いま現在の自分がいままでずっと存在してきた自分でないとしたら、わたしはいったいいままで何者だったのか? 私はそのことについてときどき考えてきた。もし私が、ひとびとが言っていることをたやすく理解できるとわかったら、ひとの言うことをもっと聞きたいと思っただろうか?
           
「くらやみの速さはどれくらい」 エリザベス・ムーン(小尾芙佐訳) 早川書房

 物語は、35歳のルウ・アレンデイルと精神科医のやり取りから始まる。質問、質問。たくさんの質問。精神科医のドクター・フォーナムは、その質問がどのような意図でなされたものなのかルウには理解できないと思っているが、実は「私」、ルウはドクター・フォーナムが考えている以上に、自分が何を理解しないかということを理解している。ルウにわからないのは、正常者たちがどこまで理解していないかという、そのことだ。医学の進歩により、自閉症は幼児期の治療によって治癒可能なものとなった。ルウやその仲間たちは治療法が確立する前に大人になった、ほぼ最後の自閉症者の世代となる。しかし彼らは、その特異な才能、数学的に図抜けた頭脳を活かし、自律した生活を送っていた。さらに、ルウはパターンを見抜くという才能を、フェンシングの場で活かし、正常者たちとぎこちないながらも親密な関係を築いていた。そんなある日、ルウたちが勤務する製薬会社で、成人の自閉症治療の実験台になれという話がもちあがる。もし自分が正常者になったら、いままでの自分ではなくなってしまうのではないか? しかもどうやらルウをターゲットとしているらしい事故も相次いで起こる。正常な人というのは、どれだけ正常なんだろう。光がどんなに速く進んでも、その先には必ず闇がある。それは、闇のほうが光よりも速いということにはならないのか? 
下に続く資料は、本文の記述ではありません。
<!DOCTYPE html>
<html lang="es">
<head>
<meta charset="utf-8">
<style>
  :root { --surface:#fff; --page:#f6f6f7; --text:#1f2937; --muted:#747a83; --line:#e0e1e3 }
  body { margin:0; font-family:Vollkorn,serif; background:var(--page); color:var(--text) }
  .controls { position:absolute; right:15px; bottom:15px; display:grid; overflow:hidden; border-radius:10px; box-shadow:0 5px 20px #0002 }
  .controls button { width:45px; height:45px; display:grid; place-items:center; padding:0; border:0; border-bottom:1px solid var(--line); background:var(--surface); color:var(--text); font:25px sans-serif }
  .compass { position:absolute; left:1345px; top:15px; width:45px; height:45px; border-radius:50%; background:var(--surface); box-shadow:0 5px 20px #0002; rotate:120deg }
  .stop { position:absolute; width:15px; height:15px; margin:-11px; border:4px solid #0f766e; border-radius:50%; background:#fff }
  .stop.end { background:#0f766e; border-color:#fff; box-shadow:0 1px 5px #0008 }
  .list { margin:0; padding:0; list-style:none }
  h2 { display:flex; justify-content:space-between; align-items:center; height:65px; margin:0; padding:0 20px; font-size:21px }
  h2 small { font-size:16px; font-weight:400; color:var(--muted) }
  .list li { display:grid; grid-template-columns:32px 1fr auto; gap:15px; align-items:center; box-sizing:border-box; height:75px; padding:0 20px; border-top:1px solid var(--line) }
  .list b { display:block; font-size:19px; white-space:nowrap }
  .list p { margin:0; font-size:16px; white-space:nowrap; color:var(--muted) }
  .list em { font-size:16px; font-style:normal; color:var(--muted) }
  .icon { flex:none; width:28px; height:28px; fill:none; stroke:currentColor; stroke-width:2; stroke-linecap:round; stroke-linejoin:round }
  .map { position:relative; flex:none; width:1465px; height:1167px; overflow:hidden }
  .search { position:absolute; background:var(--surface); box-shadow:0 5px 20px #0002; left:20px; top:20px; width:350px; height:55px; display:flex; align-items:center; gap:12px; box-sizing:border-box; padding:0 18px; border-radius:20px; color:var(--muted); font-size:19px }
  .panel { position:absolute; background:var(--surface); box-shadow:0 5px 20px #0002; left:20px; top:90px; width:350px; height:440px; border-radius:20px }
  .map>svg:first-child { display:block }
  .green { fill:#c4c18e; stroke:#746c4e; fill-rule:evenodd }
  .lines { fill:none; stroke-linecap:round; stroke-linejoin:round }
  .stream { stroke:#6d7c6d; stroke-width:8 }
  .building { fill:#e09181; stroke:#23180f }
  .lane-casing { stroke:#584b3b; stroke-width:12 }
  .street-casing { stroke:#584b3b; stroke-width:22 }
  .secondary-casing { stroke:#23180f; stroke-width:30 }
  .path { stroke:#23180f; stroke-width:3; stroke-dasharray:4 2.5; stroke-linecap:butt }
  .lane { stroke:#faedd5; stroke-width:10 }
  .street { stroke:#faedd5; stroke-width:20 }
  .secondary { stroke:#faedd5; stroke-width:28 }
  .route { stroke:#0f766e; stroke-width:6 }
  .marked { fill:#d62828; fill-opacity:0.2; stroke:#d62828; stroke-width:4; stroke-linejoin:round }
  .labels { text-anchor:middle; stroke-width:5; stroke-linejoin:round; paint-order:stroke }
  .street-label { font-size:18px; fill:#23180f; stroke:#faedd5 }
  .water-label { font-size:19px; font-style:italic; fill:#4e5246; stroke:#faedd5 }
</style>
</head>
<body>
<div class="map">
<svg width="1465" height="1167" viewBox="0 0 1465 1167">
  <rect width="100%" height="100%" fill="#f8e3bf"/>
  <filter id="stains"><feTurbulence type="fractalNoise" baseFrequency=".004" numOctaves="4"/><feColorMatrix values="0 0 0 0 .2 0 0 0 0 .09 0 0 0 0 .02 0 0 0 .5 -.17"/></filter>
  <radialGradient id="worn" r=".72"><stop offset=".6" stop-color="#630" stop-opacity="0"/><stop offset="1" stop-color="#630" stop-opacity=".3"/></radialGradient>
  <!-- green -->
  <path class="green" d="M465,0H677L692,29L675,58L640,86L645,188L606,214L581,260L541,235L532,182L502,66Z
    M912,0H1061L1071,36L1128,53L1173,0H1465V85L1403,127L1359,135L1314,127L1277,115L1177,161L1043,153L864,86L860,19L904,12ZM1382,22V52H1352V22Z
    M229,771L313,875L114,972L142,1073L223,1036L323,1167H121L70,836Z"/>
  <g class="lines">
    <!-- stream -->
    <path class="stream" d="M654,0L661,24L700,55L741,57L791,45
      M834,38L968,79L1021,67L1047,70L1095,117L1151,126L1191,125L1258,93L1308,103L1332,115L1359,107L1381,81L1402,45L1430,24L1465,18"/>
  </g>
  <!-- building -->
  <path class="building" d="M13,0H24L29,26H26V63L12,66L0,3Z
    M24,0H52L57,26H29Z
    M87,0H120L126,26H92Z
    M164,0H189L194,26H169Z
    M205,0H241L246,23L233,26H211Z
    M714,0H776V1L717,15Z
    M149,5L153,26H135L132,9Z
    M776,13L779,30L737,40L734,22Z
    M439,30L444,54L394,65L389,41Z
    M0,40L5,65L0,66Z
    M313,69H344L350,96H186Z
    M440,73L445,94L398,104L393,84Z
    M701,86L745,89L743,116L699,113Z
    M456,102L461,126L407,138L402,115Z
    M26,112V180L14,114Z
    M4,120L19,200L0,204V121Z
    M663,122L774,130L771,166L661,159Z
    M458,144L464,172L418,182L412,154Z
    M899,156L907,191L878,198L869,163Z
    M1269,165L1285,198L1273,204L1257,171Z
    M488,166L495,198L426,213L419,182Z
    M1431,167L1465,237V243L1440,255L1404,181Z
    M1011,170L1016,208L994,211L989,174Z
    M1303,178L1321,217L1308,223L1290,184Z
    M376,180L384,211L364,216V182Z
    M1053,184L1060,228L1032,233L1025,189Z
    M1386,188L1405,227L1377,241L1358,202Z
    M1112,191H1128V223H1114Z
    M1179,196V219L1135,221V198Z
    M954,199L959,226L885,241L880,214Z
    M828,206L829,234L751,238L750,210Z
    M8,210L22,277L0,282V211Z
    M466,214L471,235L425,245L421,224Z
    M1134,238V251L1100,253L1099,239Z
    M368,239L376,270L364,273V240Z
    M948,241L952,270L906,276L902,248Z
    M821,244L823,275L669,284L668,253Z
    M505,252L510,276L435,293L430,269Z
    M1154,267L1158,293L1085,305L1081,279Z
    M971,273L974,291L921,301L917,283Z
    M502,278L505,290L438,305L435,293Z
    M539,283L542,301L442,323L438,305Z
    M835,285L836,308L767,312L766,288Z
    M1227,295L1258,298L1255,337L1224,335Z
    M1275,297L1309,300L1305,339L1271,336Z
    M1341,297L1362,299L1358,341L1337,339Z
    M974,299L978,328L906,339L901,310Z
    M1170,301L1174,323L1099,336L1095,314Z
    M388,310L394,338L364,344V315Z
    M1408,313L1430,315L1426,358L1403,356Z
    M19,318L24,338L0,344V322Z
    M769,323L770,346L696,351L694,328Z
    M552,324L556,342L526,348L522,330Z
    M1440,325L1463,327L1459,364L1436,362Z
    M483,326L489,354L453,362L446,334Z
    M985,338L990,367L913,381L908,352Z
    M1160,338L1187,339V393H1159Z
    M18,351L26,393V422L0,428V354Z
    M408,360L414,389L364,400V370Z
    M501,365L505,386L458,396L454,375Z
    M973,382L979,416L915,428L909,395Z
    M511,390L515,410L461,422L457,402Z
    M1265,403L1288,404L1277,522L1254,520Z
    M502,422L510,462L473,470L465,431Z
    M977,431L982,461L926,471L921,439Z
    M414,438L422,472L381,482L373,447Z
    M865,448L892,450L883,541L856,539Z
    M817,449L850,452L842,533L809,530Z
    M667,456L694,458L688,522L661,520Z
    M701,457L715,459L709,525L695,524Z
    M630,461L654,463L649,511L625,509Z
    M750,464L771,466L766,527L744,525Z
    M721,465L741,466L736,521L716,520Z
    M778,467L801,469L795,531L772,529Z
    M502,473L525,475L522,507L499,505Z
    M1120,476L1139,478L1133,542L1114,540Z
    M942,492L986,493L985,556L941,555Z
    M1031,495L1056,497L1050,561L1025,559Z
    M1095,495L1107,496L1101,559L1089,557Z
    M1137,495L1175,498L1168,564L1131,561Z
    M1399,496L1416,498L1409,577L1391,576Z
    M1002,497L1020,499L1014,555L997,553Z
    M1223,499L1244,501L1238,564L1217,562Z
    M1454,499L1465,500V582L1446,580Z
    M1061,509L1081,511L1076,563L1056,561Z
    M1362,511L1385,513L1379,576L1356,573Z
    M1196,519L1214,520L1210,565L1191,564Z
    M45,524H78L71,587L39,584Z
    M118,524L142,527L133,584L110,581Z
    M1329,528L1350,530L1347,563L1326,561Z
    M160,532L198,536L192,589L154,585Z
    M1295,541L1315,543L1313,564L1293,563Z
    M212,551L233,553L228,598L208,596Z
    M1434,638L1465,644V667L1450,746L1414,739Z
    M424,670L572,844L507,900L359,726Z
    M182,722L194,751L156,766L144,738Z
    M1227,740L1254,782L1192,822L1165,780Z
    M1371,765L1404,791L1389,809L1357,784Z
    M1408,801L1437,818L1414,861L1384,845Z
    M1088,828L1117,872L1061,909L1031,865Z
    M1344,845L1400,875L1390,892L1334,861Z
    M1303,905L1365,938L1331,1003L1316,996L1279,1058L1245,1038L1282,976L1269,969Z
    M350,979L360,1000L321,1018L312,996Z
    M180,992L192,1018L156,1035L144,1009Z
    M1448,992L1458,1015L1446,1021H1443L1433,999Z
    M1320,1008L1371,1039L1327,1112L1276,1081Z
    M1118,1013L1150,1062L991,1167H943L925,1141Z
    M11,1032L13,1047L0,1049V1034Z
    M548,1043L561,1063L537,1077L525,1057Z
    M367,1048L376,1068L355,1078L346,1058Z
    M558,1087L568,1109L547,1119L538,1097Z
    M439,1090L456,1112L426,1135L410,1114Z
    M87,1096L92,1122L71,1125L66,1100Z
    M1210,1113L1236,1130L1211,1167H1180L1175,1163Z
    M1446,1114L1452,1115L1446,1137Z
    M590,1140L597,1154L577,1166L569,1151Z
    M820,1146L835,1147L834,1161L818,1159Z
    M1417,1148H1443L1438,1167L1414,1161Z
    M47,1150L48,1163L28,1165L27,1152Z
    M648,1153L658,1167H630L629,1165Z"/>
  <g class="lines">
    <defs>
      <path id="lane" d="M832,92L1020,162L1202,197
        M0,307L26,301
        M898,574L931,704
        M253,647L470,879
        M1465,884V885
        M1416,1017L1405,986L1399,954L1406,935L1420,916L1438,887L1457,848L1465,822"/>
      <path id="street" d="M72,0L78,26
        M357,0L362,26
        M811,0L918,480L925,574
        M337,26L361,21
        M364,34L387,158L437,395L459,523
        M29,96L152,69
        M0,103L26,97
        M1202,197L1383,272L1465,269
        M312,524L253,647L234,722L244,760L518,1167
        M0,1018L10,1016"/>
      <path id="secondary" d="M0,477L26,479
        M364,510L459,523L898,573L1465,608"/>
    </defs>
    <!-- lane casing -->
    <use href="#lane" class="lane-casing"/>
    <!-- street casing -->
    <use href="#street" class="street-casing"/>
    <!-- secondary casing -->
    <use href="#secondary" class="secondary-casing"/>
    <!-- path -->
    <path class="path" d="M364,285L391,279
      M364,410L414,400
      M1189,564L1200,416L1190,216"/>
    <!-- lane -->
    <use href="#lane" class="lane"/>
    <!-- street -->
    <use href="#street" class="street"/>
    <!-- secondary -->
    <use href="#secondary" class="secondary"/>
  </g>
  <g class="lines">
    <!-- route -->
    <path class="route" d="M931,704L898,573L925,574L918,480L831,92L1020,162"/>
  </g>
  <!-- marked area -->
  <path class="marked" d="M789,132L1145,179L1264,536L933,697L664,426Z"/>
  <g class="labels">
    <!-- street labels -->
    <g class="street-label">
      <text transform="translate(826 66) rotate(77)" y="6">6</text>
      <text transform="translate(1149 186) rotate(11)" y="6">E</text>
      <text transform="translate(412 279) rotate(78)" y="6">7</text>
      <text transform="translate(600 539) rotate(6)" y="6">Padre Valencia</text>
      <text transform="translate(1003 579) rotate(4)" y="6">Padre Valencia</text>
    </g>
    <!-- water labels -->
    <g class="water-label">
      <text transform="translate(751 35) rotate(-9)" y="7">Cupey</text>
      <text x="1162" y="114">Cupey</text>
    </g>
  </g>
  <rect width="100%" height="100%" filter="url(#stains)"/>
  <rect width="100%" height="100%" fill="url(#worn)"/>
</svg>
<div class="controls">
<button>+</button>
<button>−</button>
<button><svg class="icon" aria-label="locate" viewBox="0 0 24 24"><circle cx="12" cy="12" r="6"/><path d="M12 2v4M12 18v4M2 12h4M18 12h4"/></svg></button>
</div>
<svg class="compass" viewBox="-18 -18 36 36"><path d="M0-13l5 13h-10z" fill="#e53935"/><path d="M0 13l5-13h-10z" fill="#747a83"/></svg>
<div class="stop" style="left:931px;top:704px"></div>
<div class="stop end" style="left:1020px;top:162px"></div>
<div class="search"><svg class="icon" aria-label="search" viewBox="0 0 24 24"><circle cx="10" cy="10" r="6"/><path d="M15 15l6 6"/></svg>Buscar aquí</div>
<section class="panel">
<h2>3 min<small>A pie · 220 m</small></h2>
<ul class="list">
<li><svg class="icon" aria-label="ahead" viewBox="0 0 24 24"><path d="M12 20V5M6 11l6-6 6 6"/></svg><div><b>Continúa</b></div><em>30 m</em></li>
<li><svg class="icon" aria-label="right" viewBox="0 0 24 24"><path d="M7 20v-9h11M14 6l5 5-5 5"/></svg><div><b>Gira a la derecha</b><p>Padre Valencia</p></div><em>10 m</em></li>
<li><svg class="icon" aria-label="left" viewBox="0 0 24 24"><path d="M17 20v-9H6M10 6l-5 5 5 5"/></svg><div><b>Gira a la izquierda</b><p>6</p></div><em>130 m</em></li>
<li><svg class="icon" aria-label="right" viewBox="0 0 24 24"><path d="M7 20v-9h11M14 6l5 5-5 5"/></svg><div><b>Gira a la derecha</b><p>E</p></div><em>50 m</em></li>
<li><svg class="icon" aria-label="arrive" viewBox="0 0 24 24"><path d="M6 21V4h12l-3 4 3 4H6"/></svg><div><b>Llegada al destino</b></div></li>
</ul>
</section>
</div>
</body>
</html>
 近未来の話という設定なので、ルウは幼少時に自閉症を治す治療こそ受けられなかったものの、言語の訓練を受け、表情を理解する努力をし、かなり高い能力を持っている。そのルウの視点から描かれた世界の静謐な感じと、途中に挟まれる三人称部分との差異は、ルウにいわせれば正常者であるわたしなどは、読んでいて新たな視点を与えられたような気持ちにもなる。不思議な感触である。
 高い能力を持ちながらも、社交性、人とうまくやっていく、という部分で障害を抱えているルウ。とはいえ、彼は彼なりにフェンシングの仲間や自分の暮らすアパートで正常人たちとも付き合ってきているのだ。それをさらに「治癒」させる必要があるのか? しかも、脳をいじり、彼が彼でなくなる危険を冒して?
 「アルジャーノンに花束を」のチャーリーは深く悩むまもなく手術を受けてしまうわけだが、この話は、ルウ自身が、自閉症の自分、という存在について、その存在意義について、深く考える部分が主となっている。それだけに、後半は思わず泣きました、わたし。あまり語るとネタバレになるのでこれ以上は書きませんが。
 絶対のオススメです。ネビュラ賞受賞。やっぱりね。なんでヒューゴー賞はとれなかったんだろう。